Since then things have changed in a few big ways, and I’d like to take a
chance to get some of my thoughts out here.
First, and perhaps most importantly, the epicenter of the
self-immolations has changed. Take a moment and look at this map, prepared by ICT.
On it we can see the original center of the self-immolations, a town called
Ngaba which has racked up an astonishing 30 self-immolations to date. The first phase of the self-immolations may
well be seen as the story of Ngaba, where a confluence of forces turned
self-immolation from something unknown in Tibet into what was, over the last
month, an almost daily occurrence. Ngaba’s
Kirti Monastery was one of the biggest in Tibet a few years ago, and the 2,500
monks who lived there were highly active participants in the 2008 Tibetan
Uprising. Afterwards, Chinese
authorities at the provincial, prefectural, and monastic level turned Kirti
into something that sounds more like a prison- a crackdown the authorities
forgot to end.
Repression in Tibet can be bad enough on a good day, but the
crackdown in Kirti Monastery was constant and punishing enough that it produced
the first self-immolation in Tibet. A
young monk named Tapey lit himself on fire after hearing that authorities had
forbidden the observance of Monlam, an important Tibetan holiday. This appears to have been the last straw for
him, and although it would be two years before another Tibetan self-immolated,
the first few dozen self-immolators were drawn chiefly from the Ngaba area, and
Kirti in particular.
Over time the phenomenon began to spread, though, and from
the same map we can see that self-immolations have taken place in pretty much
every region where Tibetans live. The
development of another cluster, this time in northern Amdo, is an important
point. If the epicenter was originally
placed at Ngaba, it has now moved to Rebkong.

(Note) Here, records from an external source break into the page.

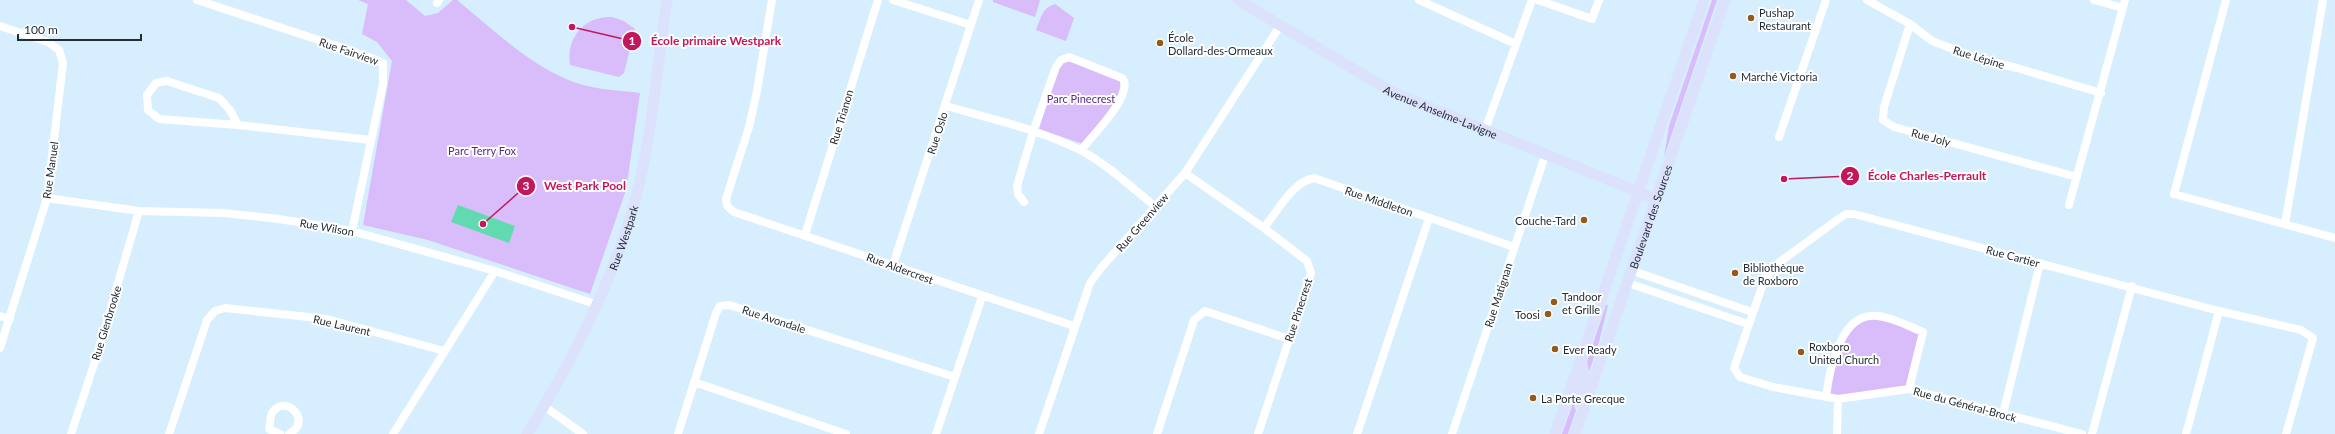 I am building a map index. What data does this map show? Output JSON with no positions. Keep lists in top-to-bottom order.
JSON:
{
  "streets": {
    "main road": ["Avenue Anselme-Lavigne", "Boulevard des Sources", "Rue Westpark"],
    "street": [
      "Rue Fairview",
      "Rue Lépine",
      "Rue Trianon",
      "Rue Oslo",
      "Rue Joly",
      "Rue Manuel",
      "Rue Middleton",
      "Rue Greenview",
      "Rue Wilson",
      "Rue Cartier",
      "Rue Aldercrest",
      "Rue Matignan",
      "Rue Pinecrest",
      "Rue Avondale",
      "Rue Glenbrooke",
      "Rue Laurent",
      "Rue du Général-Brock"
    ]
  },
  "crossings": [
    ["Rue Fairview", "Rue Wilson"],
    ["Rue Lépine", "Rue Joly"],
    ["Avenue Anselme-Lavigne", "Boulevard des Sources"],
    ["Avenue Anselme-Lavigne", "Rue Greenview"],
    ["Avenue Anselme-Lavigne", "Rue Matignan"],
    ["Rue Trianon", "Rue Aldercrest"],
    ["Rue Oslo", "Rue Aldercrest"],
    ["Rue Manuel", "Rue Wilson"],
    ["Rue Middleton", "Rue Matignan"],
    ["Rue Middleton", "Rue Pinecrest"],
    ["Rue Greenview", "Rue Aldercrest"],
    ["Rue Greenview", "Rue Pinecrest"],
    ["Rue Wilson", "Rue Westpark"],
    ["Rue Wilson", "Rue Glenbrooke"],
    ["Rue Cartier", "Rue du Général-Brock"]
  ],
  "parks": ["Parc Pinecrest", "Parc Terry Fox"],
  "places": [
    "Pushap Restaurant",
    "École primaire Westpark",
    "École Dollard-des-Ormeaux",
    "Marché Victoria",
    "École Charles-Perrault",
    "Couche-Tard",
    "West Park Pool",
    "Bibliothèque de Roxboro",
    "Tandoor et Grille",
    "Toosi",
    "Ever Ready",
    "Roxboro United Church",
    "La Porte Grecque"
  ],
  "scale_bar": "100 m"
}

In recent weeks the Rebkong and Labrang areas have been hit almost daily
by self-immolations, in a wide arc ranging from Rebkong to Labrang and the
surrounding grassland towns and on towards Tsoe and Luchu. These places combined now surpass the number
of immolations in Ngaba.
These numbers tell a troubling story for the Chinese
government. It marks the normalization
of self-immolation as a political statement in Tibet, and a blending of local
and Tibet-wide politics. Although each
of the 92 immolators so far has probably come to the decision to light
themselves on fire for a unique mixture of factors, there are some
commonalities that have emerged from what they have shouted while aflame, or
left behind in written statements.
Common refrains include requests for the return of the Dalai Lama to
Tibet, freedom for Tibet, unity among Tibetans, and the protection of Tibetan
language and culture. Chinese crackdowns
have left Tibetans unable to express their discontent through what we would consider
normal means, but this has in turn created a form of protest that China cannot
hope to control.
China has no idea what to do about the
self-immolations. This was true last
time I wrote here, and it is even truer now.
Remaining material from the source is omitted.